長靴をはいた猫


僕の友人で、CGなどの特殊効果の仕事をしているKさんという人がいて、よく遊びにいっていた。
そのKさんのオフィスでたまたま会った人に聞いた話である。仮にNさんとする。
Nさんが沖縄に行った時に、たまたま20歳ちょっとの若いカップルと知り合いになった。
そのカップルは二人とも霊感が強いという。或る日、デートしていると、男の子のほうがだれかとなにやら話をしている。
女の子には彼が話しをしている相手の姿は見えなかった。
「誰と話をしているの?」「え?おまえ、見えない?猫だよ」
お互い霊感が強いことは知っていることなので、女の子にとっても彼が見えない相手と会話しているのは
それほど不思議なことではなく、「ふうーん」といった程度であったらしい。
喫茶店に入り、お茶を飲んでいると、まだ彼は話している。しかし、そのうち彼女にもだんだん相手の姿が見えてきた。

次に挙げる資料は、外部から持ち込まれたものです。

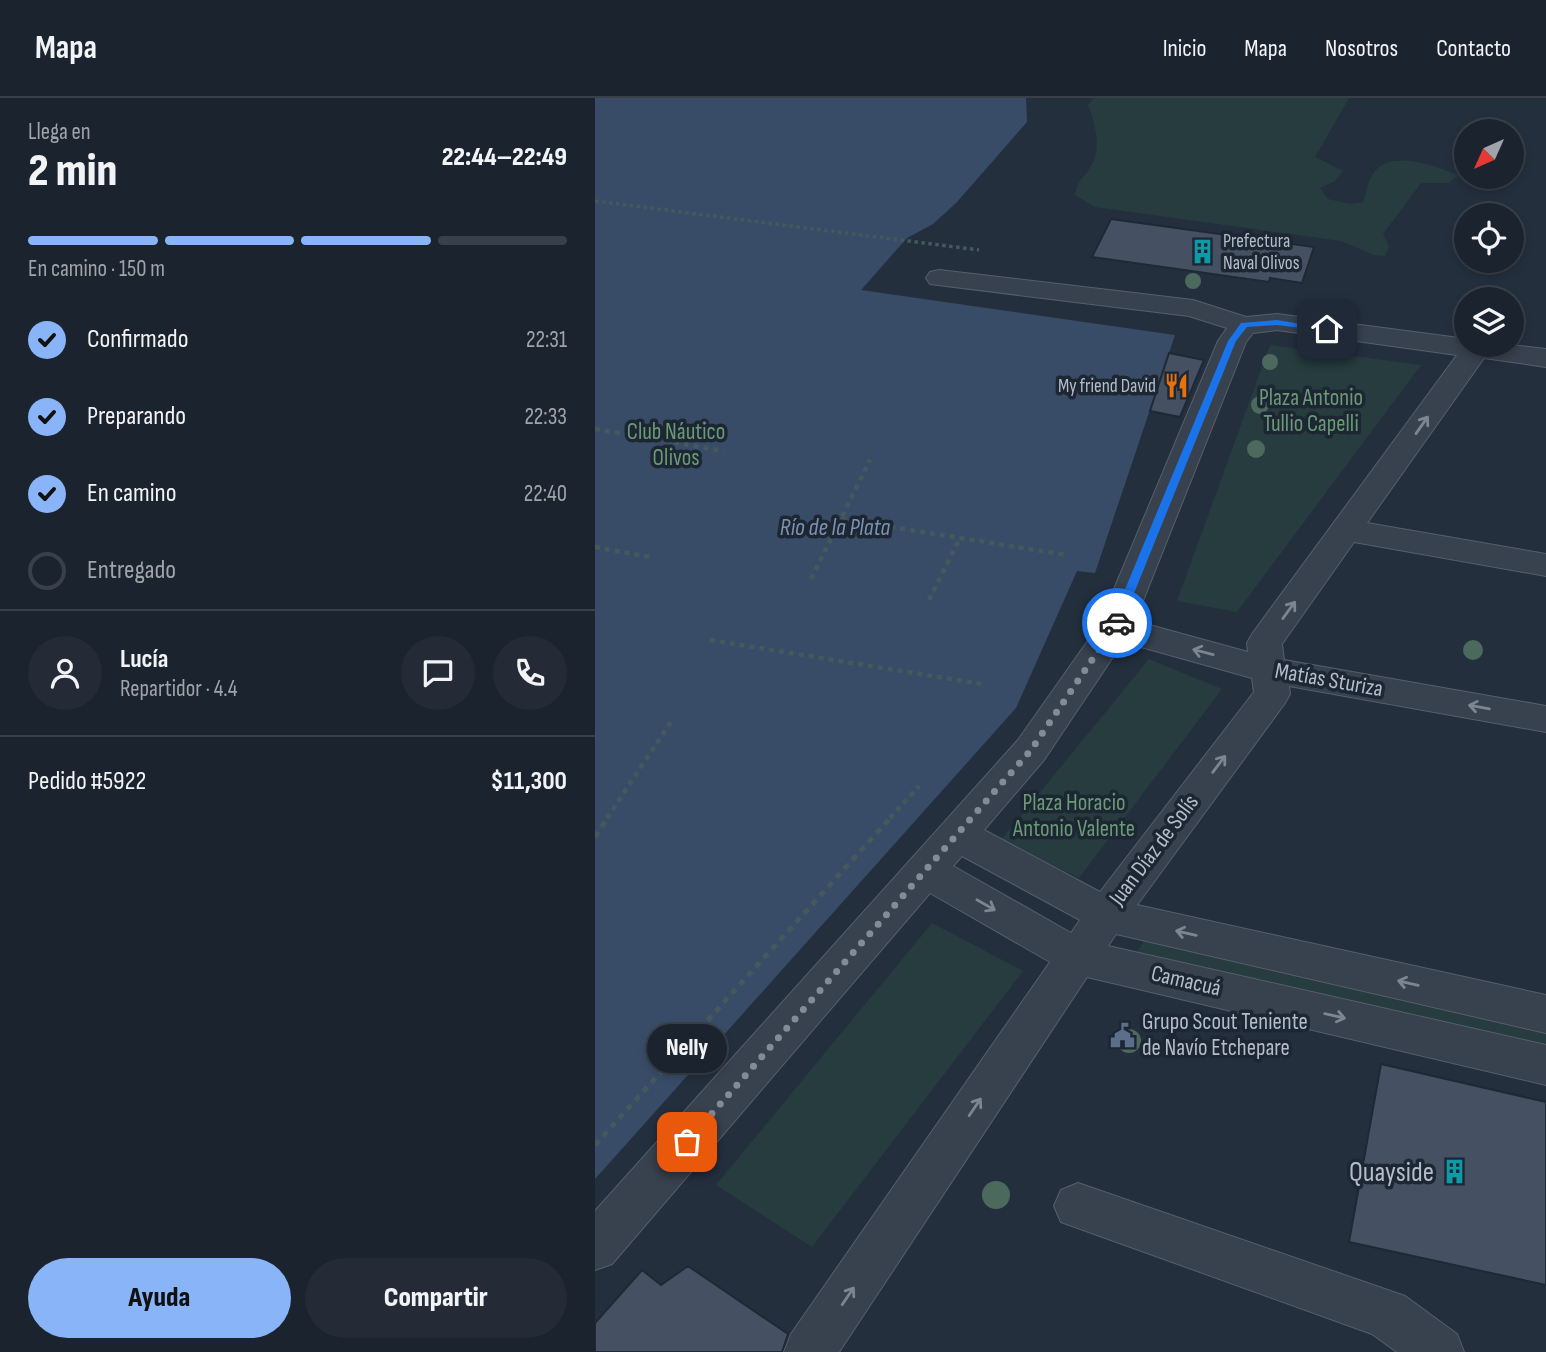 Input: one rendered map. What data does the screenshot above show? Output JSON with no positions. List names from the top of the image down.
{
  "streets": {
    "street": ["Matías Sturiza", "Juan Díaz de Solís", "Camacuá"]
  },
  "crossings": [
    ["Matías Sturiza", "Juan Díaz de Solís"],
    ["Juan Díaz de Solís", "Camacuá"]
  ],
  "water": ["Río de la Plata"],
  "parks": ["Plaza Antonio Tullio Capelli", "Club Náutico Olivos", "Plaza Horacio Antonio Valente"],
  "places": {
    "building": ["Prefectura Naval Olivos", "Quayside"],
    "restaurant": ["My friend David"],
    "public building": ["Grupo Scout Teniente de Navío Etchepare"],
    "other": ["Nelly"]
  },
  "north": "bottom left",
  "page": {
    "header": "Mapa",
    "nav": [
      "Inicio",
      "Mapa",
      "Nosotros",
      "Contacto"
    ],
    "heading": ["2 min", "Llega en", "22:44–22:49"],
    "panel": [
      "Lucía",
      "Repartidor · 4.4",
      "Pedido #5922",
      "$11,300"
    ],
    "bar": "En camino · 150 m",
    "list": [
      ["Confirmado", "22:31"],
      ["Preparando", "22:33"],
      ["En camino", "22:40"],
      "Entregado"
    ],
    "bubble": "Nelly",
    "buttons": ["Ayuda", "Compartir"]
  }
}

その猫は羽のついた帽子をかぶり、ブーツをはいている。
「あ、私にも見えてきた」「な?猫だろ?こいつだよ」彼が猫をさわると、その猫は「気安くさわるな」と言った。
「何の話をしていたの?」「向こうの世界で神と悪魔の新しい戦いが始まっていて、おまえは来るか?って。俺は断った」

以上が、Nさんがカップルから聞いたことだ。
そこまで聞くと、なんだかなあ、と思った。しかし、Kさんのオフィスで働いている霊感の強い女の子が、こう切り出した。
「その話なら私もされたことがある。私もいつも断ってたけど。それに、猫じゃなかったし」
その女の子もNさんとは初対面だった。
しかし、「神と悪魔の戦いに来るか?」という事を何度かたずねにこられたというのだ。
彼女の場合は、声だけとか、意識の存在のようなボンヤリしたものだったらしい。
ということは、世界中でそういう人が何人もいるのだろうか・・・・。